How to Calculate Time for a Mass on a Spring to Reach Equilibrium Again?

[ninjagowoowoo]

Q:
A mass of 1.64 kg stretches a vertical spring 0.300 m. If the spring is stretched an additional 0.123 m and released, how long does it take to reach the (new) equilibrium position again?

What I tried:
Found k using F=kx (mg=kx)
using that k, I calculated the force in the extended spring (F=k(0.123))
using that force, I calculated the acceleration of the mass (F=ma)
finally, using x=(1/2)at^2 I calculated t.

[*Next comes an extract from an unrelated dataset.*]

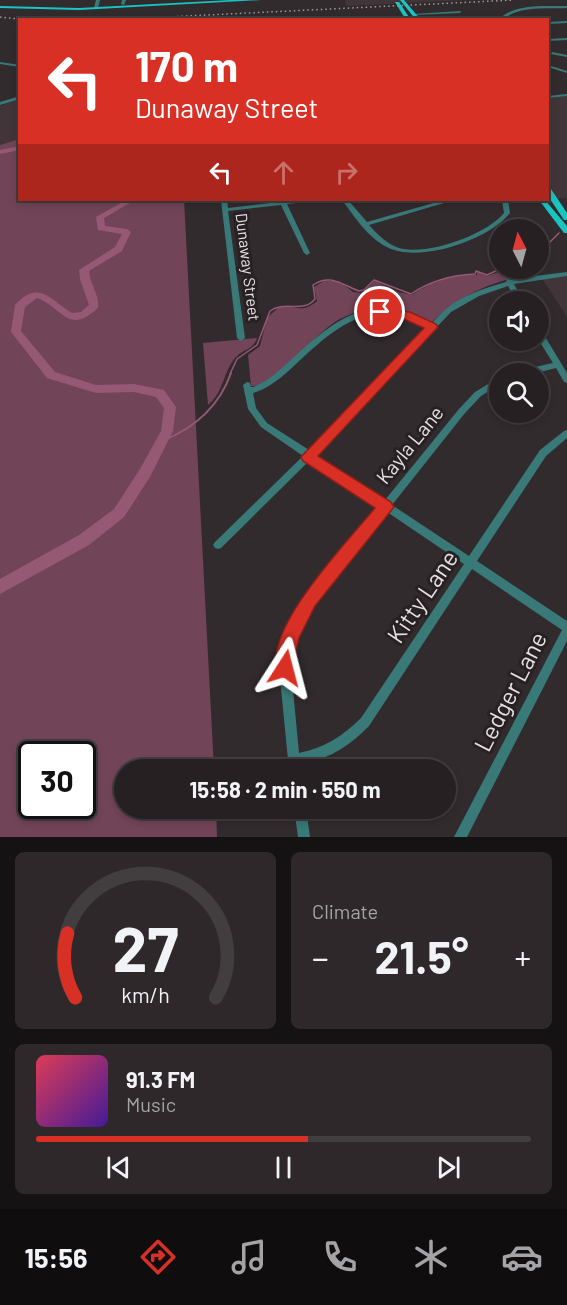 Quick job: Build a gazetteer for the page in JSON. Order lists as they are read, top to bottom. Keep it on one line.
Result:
{"streets":{"street":["Dunaway Street","Kayla Lane","Kitty Lane","Ledger Lane"]},"north":"top","page":{"turn":["170 m","Dunaway Street"],"limit":"30","trip":"15:58 · 2 min · 550 m","tile":"Climate","heat":["−","21.5°","+"],"song":["91.3 FM","Music"],"tabs":"15:56","gauge":["27","km/h"]}} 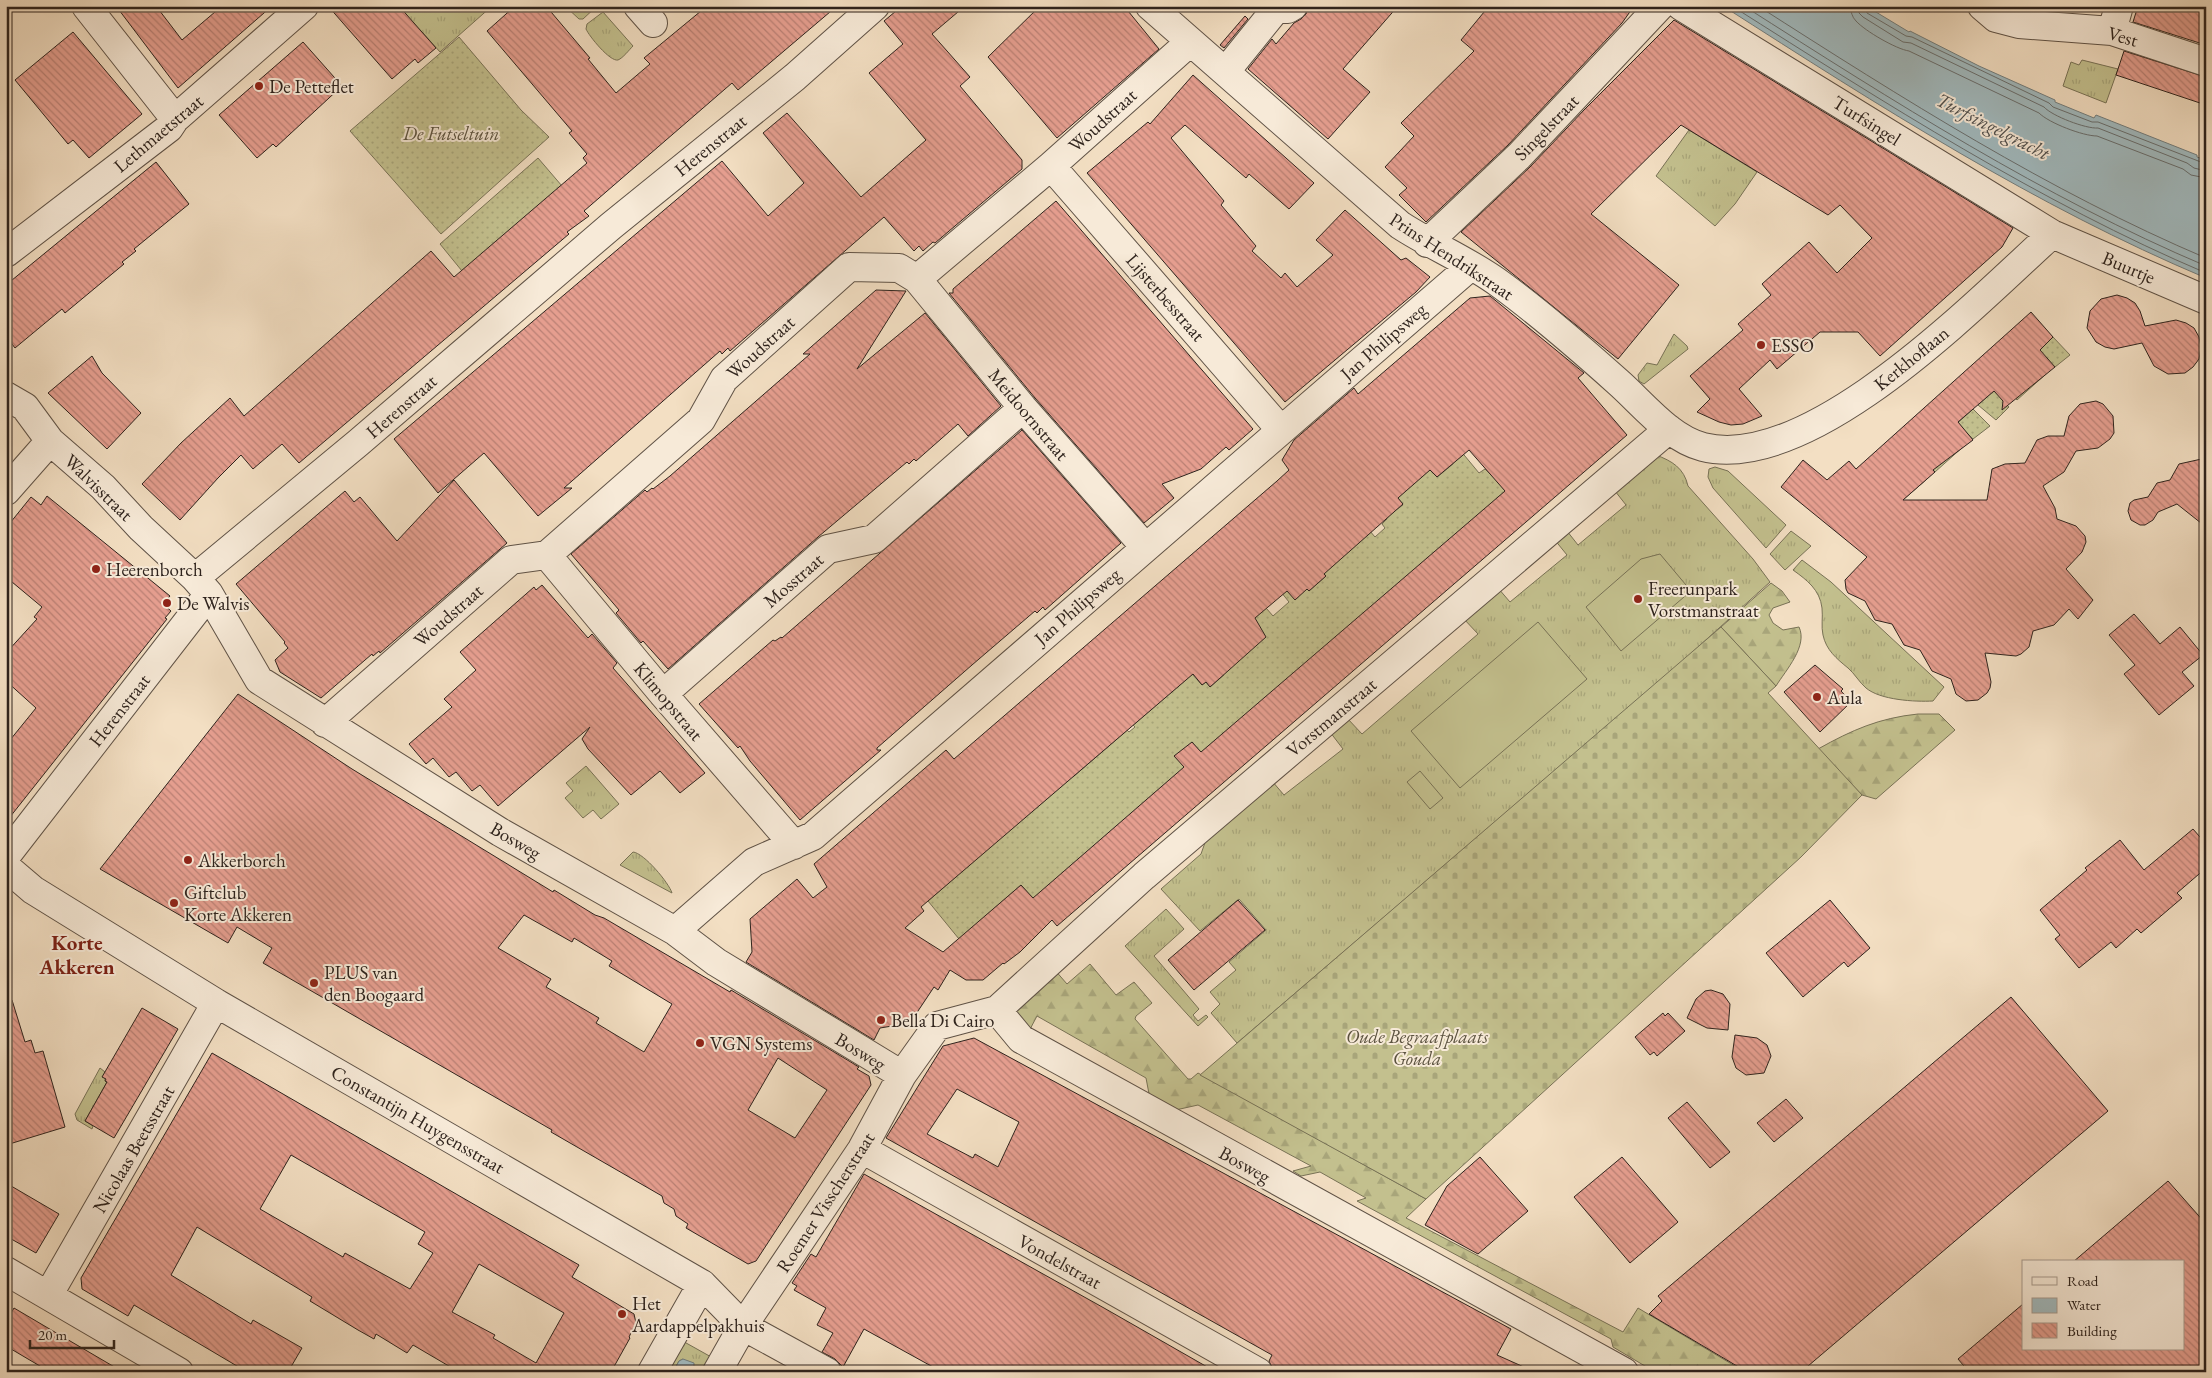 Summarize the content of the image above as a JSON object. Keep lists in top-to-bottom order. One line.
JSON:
{"streets":{"street":["Vest","Woudstraat","Turfsingel","Singelstraat","Lethmaetstraat","Herenstraat","Prins Hendrikstraat","Buurtje","Lijsterbesstraat","Jan Philipsweg","Kerkhoflaan","Meidoornstraat","Walvisstraat","Mosstraat","Klimopstraat","Vorstmanstraat","Bosweg","Constantijn Huygensstraat","Nicolaas Beetsstraat","Roemer Visscherstraat","Vondelstraat"]},"crossings":[["Woudstraat","Prins Hendrikstraat"],["Woudstraat","Lijsterbesstraat"],["Woudstraat","Meidoornstraat"],["Woudstraat","Klimopstraat"],["Woudstraat","Bosweg"],["Turfsingel","Buurtje"],["Turfsingel","Kerkhoflaan"],["Singelstraat","Prins Hendrikstraat"],["Herenstraat","Walvisstraat"],["Herenstraat","Bosweg"],["Prins Hendrikstraat","Jan Philipsweg"],["Prins Hendrikstraat","Kerkhoflaan"],["Prins Hendrikstraat","Vorstmanstraat"],["Buurtje","Kerkhoflaan"],["Lijsterbesstraat","Jan Philipsweg"],["Jan Philipsweg","Meidoornstraat"],["Jan Philipsweg","Klimopstraat"],["Jan Philipsweg","Bosweg"],["Meidoornstraat","Mosstraat"],["Walvisstraat","Bosweg"],["Mosstraat","Klimopstraat"],["Vorstmanstraat","Bosweg"],["Bosweg","Roemer Visscherstraat"],["Constantijn Huygensstraat","Nicolaas Beetsstraat"],["Constantijn Huygensstraat","Roemer Visscherstraat"],["Roemer Visscherstraat","Vondelstraat"]],"districts":["Korte Akkeren"],"water":["Turfsingelgracht"],"parks":["De Futseltuin","Oude Begraafplaats Gouda"],"places":["De Petteflet","ESSO","Heerenborch","Freerunpark Vorstmanstraat","De Walvis","Aula","Akkerborch","Giftclub Korte Akkeren","PLUS van den Boogaard","Bella Di Cairo","VGN Systems","Het Aardappelpakhuis"],"legend":["Road","Water","Building"],"scale_bar":"20 m"}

I must be missing something obvious b/c this doesn't seem like a difficult problem...

 

[dextercioby]

Nope,it's incorrect.The motion is not with constant acceleration.U need to find the period of vibration.

Daniel.

 

[ninjagowoowoo]

Yeah that's what I thought...

So I calculated k in the first step above.
Then I used omega = sqrt(k/m) to get omega.
Then I used f = omega/2pi
Then period = 1/f and it's still wrong. Any other mistakes I made?

Thanks for the help

 

[dextercioby]

Yes,the time required is only 1/4-th of the period...Can u see why?

Daniel.

 

[ninjagowoowoo]

Wow hey thanks a lot. I guess brain just isn't working today.